[The Life of Columbus by Arthur Helps]@TWC D-Link bookThe Life of Columbus PREFACE 3/7
This was not so with Columbus; he hardly seems to belong at all to his age.
At a time when there was never more of worldliness and self-seeking; when Alexander Borgia was Pope; when Louis the Eleventh reigned in France, Henry the Seventh in England, and Ferdinand the Catholic in Arragon and Castille--about the three last men in the world to become crusaders--Columbus was penetrated with the ideas of the twelfth century, and would have been a worthy companion of Saint Louis in that pious king's crusade.

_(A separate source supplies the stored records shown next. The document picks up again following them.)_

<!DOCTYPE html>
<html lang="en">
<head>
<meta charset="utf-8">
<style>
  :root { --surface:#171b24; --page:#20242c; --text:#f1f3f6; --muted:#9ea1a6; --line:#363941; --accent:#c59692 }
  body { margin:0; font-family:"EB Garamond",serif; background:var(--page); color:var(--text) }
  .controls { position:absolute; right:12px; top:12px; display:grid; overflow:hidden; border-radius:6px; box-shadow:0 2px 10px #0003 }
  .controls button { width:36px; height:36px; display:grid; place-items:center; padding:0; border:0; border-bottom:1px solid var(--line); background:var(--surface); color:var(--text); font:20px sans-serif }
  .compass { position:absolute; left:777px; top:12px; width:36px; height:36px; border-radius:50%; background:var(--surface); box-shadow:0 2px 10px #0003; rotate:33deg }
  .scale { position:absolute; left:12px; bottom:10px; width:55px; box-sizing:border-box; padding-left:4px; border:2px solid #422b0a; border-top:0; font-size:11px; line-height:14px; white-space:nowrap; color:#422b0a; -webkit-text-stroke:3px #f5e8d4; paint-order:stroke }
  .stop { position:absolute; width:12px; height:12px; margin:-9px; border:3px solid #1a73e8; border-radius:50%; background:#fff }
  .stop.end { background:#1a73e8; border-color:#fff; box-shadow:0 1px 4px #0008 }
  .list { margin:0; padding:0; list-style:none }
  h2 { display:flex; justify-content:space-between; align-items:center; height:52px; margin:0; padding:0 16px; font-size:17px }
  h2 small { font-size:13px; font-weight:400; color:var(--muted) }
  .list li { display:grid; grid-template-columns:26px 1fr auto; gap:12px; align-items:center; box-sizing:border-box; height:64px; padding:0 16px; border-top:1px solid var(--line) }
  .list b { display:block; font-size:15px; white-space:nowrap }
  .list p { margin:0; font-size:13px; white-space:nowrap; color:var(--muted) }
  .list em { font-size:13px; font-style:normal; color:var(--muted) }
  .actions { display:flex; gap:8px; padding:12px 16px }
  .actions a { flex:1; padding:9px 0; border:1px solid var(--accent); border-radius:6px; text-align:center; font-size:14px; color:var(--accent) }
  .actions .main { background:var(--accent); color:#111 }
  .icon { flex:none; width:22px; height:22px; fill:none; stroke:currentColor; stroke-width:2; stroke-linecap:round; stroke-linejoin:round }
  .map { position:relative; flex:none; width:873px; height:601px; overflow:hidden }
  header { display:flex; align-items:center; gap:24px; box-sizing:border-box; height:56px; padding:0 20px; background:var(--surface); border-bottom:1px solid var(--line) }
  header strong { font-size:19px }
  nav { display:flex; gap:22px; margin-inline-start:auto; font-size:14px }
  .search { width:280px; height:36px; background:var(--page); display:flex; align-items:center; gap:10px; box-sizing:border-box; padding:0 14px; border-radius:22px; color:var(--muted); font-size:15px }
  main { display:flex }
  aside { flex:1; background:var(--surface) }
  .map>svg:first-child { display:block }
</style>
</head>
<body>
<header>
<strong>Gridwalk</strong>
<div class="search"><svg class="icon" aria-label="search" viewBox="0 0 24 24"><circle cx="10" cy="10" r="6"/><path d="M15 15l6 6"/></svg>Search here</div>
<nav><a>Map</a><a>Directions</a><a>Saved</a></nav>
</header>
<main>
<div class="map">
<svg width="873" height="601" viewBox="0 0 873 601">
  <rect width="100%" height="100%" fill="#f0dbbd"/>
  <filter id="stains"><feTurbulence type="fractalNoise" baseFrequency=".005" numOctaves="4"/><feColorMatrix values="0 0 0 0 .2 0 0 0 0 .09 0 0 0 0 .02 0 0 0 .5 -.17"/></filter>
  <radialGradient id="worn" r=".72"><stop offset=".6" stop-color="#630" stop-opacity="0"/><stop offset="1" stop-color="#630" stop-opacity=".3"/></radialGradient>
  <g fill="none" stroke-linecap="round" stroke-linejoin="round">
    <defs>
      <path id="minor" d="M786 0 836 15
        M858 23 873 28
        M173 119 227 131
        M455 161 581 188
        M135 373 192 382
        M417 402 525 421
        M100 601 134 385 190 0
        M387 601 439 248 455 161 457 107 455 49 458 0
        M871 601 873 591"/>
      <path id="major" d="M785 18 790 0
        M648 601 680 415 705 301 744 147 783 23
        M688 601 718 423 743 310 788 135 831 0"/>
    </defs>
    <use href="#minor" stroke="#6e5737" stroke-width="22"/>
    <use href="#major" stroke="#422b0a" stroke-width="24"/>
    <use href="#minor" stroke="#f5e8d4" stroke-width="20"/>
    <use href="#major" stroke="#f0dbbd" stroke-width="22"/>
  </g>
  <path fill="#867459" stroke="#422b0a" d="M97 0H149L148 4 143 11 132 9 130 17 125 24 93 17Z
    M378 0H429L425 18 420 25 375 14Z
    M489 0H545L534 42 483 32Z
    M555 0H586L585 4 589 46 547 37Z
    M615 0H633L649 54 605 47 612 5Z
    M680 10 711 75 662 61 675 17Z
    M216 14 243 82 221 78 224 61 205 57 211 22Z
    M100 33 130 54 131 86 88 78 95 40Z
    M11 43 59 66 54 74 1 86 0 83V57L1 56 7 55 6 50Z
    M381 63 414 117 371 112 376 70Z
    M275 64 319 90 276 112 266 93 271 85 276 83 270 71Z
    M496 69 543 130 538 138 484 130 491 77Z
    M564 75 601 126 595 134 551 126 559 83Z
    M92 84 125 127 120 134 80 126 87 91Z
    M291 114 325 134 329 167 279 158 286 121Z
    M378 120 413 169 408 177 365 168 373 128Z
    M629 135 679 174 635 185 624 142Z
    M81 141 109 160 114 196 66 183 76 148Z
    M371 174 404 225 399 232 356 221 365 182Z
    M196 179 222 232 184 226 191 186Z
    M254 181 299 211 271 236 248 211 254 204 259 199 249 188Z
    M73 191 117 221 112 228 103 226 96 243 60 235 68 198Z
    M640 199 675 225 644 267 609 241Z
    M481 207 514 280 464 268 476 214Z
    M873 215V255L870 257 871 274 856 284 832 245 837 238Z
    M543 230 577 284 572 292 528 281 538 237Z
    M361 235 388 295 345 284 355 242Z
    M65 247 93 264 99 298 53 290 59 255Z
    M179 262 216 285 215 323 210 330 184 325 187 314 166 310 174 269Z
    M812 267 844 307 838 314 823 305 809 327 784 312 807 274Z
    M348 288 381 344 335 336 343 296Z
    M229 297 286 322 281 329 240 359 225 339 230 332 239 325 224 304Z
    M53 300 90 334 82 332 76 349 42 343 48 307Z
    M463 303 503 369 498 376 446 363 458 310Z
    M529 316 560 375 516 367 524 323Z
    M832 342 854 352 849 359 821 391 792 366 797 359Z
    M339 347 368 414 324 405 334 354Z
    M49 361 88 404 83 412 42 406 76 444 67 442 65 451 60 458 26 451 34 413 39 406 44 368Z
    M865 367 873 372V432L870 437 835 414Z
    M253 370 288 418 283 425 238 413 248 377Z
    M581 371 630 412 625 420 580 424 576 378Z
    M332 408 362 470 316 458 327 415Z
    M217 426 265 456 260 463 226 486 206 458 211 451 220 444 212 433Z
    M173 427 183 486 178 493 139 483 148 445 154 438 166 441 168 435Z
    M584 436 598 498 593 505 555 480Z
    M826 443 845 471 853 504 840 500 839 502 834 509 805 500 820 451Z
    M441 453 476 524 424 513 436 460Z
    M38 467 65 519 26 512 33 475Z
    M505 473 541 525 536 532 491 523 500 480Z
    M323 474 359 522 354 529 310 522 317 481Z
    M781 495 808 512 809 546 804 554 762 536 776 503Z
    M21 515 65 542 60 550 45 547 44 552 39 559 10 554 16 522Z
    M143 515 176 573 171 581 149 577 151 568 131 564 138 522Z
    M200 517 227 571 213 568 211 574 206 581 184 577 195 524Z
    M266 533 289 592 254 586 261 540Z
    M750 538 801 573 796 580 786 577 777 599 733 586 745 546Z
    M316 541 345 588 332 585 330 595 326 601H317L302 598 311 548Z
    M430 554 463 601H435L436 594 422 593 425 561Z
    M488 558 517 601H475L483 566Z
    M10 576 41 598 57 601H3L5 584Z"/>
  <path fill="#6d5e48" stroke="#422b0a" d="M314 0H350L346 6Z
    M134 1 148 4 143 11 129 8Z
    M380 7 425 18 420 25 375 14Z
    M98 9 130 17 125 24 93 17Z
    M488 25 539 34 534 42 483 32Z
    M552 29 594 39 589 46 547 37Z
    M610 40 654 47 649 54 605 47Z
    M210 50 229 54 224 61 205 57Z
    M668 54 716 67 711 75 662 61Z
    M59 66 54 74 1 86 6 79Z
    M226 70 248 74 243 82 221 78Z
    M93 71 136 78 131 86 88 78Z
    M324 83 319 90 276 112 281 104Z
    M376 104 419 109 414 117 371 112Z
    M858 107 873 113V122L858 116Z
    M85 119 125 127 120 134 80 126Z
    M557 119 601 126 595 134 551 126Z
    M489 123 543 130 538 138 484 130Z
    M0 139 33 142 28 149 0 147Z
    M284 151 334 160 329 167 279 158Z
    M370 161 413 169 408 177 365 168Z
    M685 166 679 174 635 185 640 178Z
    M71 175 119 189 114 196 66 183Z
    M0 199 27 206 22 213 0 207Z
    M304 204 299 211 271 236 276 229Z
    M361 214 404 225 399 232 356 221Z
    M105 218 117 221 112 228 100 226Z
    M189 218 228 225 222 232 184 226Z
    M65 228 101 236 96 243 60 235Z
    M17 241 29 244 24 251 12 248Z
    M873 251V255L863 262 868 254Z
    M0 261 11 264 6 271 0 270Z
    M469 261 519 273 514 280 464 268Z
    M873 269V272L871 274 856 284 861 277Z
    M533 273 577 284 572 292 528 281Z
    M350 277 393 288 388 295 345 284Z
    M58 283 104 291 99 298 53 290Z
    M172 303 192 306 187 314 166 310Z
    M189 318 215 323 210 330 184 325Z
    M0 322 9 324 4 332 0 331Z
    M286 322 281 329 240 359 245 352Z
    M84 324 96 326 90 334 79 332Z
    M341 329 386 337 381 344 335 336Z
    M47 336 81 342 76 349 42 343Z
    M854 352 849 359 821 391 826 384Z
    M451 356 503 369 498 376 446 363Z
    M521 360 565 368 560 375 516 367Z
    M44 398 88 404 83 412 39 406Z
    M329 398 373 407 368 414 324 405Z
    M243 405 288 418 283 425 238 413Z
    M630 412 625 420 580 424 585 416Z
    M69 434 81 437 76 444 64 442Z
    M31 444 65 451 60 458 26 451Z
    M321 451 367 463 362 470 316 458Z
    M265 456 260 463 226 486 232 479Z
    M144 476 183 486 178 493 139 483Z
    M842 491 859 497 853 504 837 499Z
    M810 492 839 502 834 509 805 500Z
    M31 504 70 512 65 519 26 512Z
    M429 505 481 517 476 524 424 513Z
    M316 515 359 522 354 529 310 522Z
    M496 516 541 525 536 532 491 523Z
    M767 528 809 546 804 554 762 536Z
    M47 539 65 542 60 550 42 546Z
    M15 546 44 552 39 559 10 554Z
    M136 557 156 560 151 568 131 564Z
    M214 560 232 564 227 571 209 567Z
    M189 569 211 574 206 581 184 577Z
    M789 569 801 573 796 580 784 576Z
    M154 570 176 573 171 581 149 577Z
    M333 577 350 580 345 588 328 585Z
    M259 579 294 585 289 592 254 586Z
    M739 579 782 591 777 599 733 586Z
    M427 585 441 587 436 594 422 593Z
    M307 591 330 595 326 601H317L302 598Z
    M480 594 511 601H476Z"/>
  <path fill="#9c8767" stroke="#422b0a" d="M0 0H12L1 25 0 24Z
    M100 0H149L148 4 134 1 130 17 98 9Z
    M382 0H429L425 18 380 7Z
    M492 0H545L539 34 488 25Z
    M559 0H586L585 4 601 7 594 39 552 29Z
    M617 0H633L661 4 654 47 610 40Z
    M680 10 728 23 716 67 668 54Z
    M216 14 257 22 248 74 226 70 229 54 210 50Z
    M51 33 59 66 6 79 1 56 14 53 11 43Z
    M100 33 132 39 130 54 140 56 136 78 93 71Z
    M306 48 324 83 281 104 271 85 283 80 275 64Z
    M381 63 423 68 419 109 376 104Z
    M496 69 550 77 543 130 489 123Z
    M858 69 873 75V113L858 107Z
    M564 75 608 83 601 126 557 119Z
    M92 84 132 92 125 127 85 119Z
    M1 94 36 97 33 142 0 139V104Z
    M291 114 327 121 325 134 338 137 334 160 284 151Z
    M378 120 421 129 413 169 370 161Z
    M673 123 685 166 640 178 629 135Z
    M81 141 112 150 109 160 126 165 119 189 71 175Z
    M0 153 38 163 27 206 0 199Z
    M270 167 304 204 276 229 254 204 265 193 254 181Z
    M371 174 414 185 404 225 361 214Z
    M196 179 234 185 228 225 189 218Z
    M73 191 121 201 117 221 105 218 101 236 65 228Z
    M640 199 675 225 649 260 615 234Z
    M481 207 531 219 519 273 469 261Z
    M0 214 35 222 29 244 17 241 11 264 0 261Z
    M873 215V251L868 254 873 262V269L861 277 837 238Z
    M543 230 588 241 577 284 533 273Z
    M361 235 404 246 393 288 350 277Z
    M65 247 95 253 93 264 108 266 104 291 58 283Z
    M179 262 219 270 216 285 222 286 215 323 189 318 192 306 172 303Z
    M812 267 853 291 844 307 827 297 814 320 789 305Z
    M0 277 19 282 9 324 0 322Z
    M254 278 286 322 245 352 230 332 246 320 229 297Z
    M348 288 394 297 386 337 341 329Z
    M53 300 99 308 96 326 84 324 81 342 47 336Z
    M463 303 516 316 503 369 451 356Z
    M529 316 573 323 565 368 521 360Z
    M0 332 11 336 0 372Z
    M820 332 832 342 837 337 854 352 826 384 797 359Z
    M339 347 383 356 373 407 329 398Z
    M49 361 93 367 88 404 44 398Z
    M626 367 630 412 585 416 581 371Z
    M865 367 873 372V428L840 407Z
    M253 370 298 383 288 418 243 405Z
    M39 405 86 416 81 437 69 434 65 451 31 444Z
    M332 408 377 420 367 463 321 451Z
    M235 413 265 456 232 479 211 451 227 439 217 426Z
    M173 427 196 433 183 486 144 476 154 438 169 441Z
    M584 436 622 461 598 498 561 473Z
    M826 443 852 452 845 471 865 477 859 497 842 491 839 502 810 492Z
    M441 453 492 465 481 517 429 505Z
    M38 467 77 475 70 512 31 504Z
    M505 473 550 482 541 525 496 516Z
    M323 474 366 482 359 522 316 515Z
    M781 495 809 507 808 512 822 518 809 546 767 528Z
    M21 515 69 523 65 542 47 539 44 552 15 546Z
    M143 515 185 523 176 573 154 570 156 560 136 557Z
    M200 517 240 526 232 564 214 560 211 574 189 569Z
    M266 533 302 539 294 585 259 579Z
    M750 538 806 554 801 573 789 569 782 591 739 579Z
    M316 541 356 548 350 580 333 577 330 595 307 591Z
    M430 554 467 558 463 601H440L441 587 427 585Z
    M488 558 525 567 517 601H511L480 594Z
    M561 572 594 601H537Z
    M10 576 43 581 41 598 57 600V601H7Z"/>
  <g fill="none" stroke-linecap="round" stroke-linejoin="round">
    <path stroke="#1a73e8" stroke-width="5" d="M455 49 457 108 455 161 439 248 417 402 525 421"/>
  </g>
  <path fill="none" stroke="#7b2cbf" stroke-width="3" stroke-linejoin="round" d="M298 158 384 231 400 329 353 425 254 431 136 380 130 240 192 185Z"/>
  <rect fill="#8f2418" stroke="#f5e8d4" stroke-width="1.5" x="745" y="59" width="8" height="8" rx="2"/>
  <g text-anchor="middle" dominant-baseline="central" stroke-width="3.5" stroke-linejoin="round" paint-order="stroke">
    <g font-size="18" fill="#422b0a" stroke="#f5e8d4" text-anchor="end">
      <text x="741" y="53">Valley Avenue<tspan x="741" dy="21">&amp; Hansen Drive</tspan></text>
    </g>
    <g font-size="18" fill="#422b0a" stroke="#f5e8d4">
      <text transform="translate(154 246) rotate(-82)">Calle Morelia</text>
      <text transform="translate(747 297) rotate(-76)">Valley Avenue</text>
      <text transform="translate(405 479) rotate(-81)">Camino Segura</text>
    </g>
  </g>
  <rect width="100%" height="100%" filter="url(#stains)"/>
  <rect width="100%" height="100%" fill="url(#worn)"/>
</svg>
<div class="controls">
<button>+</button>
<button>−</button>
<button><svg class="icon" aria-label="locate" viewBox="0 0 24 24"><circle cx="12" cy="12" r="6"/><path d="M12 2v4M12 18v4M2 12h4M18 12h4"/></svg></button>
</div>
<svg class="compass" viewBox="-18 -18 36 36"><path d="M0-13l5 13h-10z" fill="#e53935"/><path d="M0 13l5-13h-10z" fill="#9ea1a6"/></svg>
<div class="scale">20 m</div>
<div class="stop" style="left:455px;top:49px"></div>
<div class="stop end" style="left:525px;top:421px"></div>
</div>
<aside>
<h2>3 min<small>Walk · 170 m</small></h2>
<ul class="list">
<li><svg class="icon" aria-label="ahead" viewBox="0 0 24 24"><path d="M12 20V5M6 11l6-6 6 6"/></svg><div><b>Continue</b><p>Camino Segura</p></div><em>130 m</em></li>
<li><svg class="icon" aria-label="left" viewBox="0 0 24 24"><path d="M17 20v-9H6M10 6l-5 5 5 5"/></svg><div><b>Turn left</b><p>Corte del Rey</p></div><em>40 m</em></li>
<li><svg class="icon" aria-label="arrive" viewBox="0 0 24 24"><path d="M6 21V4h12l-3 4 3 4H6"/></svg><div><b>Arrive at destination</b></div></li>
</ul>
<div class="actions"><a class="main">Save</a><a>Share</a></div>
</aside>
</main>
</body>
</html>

Again, at a time when Aristotle and "the Angelic Doctor" ruled the minds of men with an almost unexampled tyranny: when science was more dogmatic than theology; when it was thought a sufficient and satisfactory explanation to say that bodies falling to the earth descended because it is their nature to descend--Columbus regarded natural phenomena with the spirit of inductive philosophy that would belong to a follower of Lord Bacon. Perhaps it will be found that a very great man seldom does belong to his period, as other men do to theirs.
Machiavelli [1] says that the way to renovate states is always to go back to first principles, especially to the first principles upon which those states were founded.
The same law, if law it be, may hold good as regards the renovation of any science, art, or mode of human action.
The man who is too closely united in thought and feeling with his own age, is seldom the man inclined to go back to these first principles. [Footnote 1: Machiavelli was contemporary with Columbus.